Context, then, is everything. We can never have the full picture, but as we get more and more pieces of it, we slowly begin to put together an understanding of what's going on. That understanding could be wrong or it could be right, but the more we come to grasp it, the more we start to understand who we and the people we know really are. "Mas" is an episode about what you'll do to regain what you think is rightfully yours, particularly if you're a man, but it's also an episode about what happens when you gain new information that places everything else in a new position. Cleverly, the series is doing this with us as well, taking us back into the story's history and helping us realize that not everything here is as cut-and-dried as we'd like. The more it goes on, the more "Breaking Bad" becomes a series about trying to make peace with the fact that you're not who you thought you were.
Some other thoughts:
*** Both Ted and Hank, who are at the center of the show's whole masculinity mission statement, took long showers in tonight's episode and talked to their female companions while in those showers. Hank angrily berated Marie (who, again, is finally getting some stuff to do), while Ted tried to seduce Skyler even farther. But they were both trying to play their women in one way or another.

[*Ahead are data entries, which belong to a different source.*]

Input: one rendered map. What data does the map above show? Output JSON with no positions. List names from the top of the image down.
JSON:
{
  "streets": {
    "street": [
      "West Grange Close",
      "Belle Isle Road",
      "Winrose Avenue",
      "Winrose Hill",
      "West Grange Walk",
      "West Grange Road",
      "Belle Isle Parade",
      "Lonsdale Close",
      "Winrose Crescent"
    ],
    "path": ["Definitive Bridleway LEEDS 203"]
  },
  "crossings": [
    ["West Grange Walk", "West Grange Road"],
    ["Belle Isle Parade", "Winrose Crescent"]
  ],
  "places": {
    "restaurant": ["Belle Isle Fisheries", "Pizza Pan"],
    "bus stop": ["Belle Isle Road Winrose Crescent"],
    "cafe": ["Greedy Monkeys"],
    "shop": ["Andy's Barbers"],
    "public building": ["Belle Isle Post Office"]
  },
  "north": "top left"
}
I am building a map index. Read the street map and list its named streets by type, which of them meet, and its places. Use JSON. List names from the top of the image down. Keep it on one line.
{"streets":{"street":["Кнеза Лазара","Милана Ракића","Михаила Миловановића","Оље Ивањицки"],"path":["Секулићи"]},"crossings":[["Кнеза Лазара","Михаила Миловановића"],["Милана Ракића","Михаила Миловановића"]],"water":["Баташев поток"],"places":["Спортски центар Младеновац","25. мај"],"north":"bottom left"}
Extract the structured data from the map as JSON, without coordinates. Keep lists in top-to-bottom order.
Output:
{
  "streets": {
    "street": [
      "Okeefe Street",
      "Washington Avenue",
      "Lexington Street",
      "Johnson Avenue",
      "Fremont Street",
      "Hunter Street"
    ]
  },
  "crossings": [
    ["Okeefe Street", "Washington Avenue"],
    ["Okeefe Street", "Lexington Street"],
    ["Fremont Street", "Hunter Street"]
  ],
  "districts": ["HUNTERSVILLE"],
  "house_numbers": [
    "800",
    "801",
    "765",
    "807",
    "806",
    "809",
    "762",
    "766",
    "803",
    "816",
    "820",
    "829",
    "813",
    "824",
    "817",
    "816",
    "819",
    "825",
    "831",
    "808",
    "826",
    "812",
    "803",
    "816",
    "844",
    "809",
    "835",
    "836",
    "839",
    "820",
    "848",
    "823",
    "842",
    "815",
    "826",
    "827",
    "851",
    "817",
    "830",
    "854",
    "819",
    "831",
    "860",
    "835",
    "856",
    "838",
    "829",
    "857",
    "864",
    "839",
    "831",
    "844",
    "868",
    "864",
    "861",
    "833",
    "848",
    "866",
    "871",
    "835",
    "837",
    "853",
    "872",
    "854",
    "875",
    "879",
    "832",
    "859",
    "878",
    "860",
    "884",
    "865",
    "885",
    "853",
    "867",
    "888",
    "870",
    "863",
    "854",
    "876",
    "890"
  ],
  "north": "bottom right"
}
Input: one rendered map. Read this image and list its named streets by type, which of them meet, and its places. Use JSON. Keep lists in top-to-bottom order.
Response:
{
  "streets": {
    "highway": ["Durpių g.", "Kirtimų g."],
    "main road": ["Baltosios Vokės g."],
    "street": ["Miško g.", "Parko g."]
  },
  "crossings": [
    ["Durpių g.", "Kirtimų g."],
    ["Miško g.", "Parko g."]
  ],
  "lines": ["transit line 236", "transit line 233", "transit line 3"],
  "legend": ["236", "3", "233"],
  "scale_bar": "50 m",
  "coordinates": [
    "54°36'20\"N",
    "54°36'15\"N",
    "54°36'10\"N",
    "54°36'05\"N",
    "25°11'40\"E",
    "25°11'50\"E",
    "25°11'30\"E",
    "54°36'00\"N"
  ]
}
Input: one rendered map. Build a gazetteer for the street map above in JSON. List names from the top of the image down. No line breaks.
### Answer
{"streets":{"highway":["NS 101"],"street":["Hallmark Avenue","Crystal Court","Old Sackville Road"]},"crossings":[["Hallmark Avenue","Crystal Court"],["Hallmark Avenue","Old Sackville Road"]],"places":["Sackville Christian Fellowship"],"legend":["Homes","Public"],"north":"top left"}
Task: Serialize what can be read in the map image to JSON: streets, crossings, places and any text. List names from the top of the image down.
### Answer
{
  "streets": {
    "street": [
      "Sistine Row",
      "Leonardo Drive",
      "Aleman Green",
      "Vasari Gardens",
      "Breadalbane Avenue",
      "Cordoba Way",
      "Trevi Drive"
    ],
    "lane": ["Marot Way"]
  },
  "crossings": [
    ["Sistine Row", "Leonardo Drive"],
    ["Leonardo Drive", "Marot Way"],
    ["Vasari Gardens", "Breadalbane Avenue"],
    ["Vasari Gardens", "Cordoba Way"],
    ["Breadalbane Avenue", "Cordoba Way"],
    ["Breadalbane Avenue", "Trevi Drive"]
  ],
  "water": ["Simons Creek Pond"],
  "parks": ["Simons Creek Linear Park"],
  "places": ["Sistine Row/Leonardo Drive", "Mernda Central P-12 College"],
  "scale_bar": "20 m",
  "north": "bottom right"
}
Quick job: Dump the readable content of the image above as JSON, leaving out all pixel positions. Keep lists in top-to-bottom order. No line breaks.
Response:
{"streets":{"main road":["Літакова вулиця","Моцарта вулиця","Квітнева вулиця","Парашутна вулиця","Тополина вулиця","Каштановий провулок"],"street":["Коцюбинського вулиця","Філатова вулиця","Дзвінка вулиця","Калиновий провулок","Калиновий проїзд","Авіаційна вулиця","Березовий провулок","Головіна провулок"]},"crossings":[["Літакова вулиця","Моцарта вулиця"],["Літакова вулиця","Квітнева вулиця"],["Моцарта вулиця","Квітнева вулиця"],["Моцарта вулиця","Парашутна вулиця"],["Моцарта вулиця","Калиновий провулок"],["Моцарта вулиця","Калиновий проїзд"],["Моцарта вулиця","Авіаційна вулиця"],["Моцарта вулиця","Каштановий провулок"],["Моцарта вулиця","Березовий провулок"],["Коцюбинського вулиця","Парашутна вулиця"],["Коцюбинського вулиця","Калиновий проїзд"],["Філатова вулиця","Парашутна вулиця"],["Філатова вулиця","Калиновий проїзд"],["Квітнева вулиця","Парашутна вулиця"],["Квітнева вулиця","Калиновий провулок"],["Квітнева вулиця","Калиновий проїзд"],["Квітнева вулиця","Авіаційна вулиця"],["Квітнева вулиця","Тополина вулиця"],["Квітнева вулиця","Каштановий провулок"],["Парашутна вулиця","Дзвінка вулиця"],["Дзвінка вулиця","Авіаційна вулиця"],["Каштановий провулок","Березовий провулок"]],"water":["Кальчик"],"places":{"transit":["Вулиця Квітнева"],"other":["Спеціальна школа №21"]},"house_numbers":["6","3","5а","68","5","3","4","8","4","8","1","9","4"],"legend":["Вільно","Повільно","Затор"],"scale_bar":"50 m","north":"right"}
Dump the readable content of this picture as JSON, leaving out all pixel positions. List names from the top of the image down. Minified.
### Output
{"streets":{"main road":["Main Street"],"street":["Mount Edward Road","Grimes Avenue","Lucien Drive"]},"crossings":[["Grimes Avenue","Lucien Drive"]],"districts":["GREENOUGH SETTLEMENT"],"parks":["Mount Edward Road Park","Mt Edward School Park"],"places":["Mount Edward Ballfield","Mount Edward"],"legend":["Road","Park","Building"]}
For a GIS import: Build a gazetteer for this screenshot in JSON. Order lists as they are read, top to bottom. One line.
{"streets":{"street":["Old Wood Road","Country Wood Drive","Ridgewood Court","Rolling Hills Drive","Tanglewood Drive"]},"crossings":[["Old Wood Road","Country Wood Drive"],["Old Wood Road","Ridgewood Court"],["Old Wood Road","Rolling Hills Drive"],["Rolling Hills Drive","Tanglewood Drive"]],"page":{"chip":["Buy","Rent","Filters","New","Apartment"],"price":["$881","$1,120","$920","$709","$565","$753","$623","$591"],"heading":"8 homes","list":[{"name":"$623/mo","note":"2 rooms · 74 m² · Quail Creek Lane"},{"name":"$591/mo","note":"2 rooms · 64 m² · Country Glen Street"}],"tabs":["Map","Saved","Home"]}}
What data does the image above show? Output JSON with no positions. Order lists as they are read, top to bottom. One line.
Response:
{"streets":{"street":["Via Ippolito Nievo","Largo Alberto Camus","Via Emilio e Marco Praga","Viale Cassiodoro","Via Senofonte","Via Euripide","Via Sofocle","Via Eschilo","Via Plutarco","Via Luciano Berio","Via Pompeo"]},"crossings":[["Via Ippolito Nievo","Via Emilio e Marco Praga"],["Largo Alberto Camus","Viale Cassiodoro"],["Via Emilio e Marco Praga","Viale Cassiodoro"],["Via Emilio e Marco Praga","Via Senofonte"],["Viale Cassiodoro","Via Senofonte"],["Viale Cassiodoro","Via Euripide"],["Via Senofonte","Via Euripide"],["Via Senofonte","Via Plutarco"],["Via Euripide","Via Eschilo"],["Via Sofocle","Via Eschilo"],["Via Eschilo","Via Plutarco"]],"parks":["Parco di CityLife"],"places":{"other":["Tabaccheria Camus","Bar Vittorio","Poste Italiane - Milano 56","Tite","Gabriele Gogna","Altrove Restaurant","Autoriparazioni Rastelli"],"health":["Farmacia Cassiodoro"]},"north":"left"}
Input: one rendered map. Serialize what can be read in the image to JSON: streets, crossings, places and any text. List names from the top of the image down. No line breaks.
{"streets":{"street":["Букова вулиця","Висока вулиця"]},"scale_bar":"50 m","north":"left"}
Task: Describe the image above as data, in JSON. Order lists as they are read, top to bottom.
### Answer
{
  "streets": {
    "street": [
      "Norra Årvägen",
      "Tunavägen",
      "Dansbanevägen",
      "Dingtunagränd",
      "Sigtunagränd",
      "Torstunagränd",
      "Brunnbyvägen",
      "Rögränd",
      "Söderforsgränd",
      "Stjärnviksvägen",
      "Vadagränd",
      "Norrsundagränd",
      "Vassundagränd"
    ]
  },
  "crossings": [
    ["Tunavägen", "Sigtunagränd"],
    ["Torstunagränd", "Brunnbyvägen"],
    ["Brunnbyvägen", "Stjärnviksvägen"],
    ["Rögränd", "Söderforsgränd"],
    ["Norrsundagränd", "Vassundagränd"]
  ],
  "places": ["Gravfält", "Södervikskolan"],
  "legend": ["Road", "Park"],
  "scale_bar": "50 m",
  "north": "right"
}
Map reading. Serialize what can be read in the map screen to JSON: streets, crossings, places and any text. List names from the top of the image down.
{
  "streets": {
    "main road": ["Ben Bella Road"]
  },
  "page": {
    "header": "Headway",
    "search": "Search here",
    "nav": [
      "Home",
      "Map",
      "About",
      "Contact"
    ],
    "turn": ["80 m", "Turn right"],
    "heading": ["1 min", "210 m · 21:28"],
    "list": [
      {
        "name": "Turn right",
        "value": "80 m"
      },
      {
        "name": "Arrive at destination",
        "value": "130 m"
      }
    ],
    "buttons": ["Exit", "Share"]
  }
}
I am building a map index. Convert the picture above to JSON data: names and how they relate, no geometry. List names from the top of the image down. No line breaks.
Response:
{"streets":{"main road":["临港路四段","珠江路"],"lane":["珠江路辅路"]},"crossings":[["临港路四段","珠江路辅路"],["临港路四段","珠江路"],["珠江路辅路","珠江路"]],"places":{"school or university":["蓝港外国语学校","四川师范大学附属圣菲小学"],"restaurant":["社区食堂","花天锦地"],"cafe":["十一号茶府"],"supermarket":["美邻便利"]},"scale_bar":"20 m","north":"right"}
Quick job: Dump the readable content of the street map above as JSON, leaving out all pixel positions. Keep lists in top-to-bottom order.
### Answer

*** More goodness from Saul, as he tries to negotiate with both Walt and Jesse and fails miserably in both cases.
*** Hank stumbling across the two old people in their underwear threatened to be a little too broad, but the series somehow kept from making it that way.
*** Liked the little chimes of magical, mystical music as Walt looked around his new lab in obvious awe.
*** Is it just me, or is Skyler drinking a lot?
*** Nice to see Combo and Skinny Pete again and to be reminded of just how much Jesse has personally lost in this attempt to corner the Albuquerque drug market. Using flashbacks to fill in characters who weren't terribly well-defined before seems like a very "Breaking Bad" thing to do, and I liked it.
A question for discussion: Hey, what happened to the Cousins?